I did, and combed his hair back with my fingers. I watched him, and didn't shut my eyes until the very end, my fingers deep enough in Saz's shoulders to bruise.
.o.O.o.
There wasn't an after. I was trying to catch my breath and gather my wits when a terrible klaxon sounded, marking ninety four splits, the Committee-approved time for a light diurnal nap. Saz leapt out of bed to shut it off, frantically tapping in a different navigation course. I had an insumatt view of his back, and...
I squirmed when a cool trickle ran down my side. Farathoom! "There's no bathing unit on here, is there?" Thralldrap. Where would he put it?
"Just washing cloths," Saz said. Well. It was better than nothing. The dispenser unit gave me a paper-velvet cloth, warm and scented of moss-orchid. It didn't smear my painted flower-wings, at least.
"Where are we going?"
"The plane will fly to the History Tower, touch down for two splits, and then I'll take you home." Saz was getting dressed, still fiddling with the console. Across the plane from me.
I slipped into my tall boots, curled around the pit in my stomach as I touched one of the flower wings on the toe, wiping away an imaginary speck. "That would be fine."

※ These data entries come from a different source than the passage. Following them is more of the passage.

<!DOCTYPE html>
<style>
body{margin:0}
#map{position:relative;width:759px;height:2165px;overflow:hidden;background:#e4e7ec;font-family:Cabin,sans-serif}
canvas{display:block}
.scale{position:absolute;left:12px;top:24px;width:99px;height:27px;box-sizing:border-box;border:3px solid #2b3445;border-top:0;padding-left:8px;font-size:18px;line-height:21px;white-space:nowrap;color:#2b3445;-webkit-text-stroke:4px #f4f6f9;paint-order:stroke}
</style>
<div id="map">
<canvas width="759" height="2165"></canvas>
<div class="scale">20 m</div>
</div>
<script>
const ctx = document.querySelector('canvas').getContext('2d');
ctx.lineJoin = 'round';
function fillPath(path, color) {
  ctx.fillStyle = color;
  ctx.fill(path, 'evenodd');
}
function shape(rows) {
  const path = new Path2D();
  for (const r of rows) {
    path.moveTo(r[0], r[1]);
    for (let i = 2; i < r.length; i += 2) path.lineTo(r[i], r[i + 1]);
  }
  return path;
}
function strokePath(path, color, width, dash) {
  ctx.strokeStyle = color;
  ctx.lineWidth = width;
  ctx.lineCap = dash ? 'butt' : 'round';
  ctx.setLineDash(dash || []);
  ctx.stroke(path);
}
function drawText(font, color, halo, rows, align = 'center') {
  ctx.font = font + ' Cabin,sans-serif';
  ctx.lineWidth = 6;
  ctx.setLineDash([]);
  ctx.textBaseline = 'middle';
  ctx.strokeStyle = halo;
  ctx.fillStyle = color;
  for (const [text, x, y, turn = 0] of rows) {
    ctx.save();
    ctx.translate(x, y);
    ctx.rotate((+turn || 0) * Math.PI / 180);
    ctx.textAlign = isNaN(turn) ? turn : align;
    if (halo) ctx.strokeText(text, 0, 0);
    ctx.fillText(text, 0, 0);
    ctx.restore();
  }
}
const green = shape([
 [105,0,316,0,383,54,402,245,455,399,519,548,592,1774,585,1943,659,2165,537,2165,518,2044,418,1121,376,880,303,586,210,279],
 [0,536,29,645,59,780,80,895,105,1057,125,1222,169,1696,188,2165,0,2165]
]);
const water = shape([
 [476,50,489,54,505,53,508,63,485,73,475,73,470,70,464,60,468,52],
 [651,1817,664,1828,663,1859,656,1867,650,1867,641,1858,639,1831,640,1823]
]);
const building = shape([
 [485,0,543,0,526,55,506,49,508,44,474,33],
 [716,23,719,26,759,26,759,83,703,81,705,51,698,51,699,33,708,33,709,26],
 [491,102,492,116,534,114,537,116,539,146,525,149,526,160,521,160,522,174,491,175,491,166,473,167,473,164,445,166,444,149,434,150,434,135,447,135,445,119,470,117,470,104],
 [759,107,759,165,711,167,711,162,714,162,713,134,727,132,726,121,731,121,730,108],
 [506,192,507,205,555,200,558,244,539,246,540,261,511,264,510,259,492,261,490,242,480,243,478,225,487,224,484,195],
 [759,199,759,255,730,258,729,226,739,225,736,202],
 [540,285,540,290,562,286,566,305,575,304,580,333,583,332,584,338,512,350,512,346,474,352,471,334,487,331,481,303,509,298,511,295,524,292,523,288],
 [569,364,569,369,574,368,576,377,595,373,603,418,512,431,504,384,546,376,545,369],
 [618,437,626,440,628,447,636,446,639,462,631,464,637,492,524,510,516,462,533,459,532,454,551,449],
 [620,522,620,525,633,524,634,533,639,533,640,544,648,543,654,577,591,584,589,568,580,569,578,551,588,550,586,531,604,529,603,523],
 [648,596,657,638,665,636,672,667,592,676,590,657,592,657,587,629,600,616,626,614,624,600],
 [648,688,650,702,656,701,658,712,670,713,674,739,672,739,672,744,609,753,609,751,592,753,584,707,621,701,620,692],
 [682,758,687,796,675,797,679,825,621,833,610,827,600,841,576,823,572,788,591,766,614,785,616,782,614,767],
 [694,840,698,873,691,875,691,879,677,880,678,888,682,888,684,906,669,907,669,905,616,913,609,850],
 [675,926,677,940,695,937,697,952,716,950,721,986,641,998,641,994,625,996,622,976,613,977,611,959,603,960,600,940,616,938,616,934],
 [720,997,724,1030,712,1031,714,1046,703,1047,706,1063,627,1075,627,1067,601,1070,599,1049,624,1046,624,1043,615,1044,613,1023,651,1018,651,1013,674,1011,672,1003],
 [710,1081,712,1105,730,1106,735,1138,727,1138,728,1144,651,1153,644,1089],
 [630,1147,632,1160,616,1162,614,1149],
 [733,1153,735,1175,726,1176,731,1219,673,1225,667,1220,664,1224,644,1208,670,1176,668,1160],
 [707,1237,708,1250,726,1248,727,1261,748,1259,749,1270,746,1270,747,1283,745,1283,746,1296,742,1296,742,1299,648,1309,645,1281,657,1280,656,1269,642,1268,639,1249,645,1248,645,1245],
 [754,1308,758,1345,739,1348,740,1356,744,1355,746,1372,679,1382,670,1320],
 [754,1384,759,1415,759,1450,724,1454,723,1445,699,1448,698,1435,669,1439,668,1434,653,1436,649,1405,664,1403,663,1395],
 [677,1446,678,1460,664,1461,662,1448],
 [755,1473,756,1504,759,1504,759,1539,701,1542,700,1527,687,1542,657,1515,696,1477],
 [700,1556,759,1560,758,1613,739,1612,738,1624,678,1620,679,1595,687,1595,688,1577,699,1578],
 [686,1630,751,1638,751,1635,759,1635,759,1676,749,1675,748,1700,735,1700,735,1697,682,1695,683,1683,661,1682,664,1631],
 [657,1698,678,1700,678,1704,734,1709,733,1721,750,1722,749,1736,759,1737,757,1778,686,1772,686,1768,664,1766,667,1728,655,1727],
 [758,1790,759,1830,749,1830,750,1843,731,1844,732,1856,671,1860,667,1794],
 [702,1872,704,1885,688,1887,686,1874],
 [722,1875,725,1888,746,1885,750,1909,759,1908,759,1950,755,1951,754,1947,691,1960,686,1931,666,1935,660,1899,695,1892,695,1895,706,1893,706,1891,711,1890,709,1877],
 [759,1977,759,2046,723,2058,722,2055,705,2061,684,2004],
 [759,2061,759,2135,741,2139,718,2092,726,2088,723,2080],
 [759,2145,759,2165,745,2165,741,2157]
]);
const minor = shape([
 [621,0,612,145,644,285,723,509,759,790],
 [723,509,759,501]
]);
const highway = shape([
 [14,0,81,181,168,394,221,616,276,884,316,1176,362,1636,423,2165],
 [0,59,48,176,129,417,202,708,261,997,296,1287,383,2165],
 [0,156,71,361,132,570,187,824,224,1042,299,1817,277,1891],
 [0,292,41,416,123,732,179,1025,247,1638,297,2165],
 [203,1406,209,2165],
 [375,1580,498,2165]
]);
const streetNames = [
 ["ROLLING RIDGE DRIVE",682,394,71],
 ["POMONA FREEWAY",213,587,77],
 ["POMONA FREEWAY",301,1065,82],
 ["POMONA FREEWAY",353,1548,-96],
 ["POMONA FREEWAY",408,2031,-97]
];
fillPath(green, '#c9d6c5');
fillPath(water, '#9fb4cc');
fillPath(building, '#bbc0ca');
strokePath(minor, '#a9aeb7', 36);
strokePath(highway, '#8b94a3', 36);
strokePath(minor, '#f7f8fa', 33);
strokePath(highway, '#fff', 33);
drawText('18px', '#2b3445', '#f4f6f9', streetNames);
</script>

"Ooma," Saz said, but it was me who turned away, feeling at my braids, checking for disarray.
"Ooma," Saz said, but i kept fussing until he turned me around, hands on my shoulders. I lookd down, though that meant gazing at his body. "I was startled by the alarm. I forgot that it would go off. I shouldn't have jumped up like that."
"It's fine," I said. Only an utter thralldrap would believe it. It wasn't fine at all. The cold trickle of what we'd done wrapped itself around my spine and sent chilling thoughts upward. But Saz pulled me in, and he was warm.
"It has to stay a secret," Saz said. "I hate that. But it does."
We stood together like that, barely needing to shift our feet when the bird-plane landed, but clung tighter when it took off.
"We can't tell anyone," I said. I knew that. I told myself that it made sense, as we rocked with the bird-plane's flight to Home, my stomach lurching with the descent.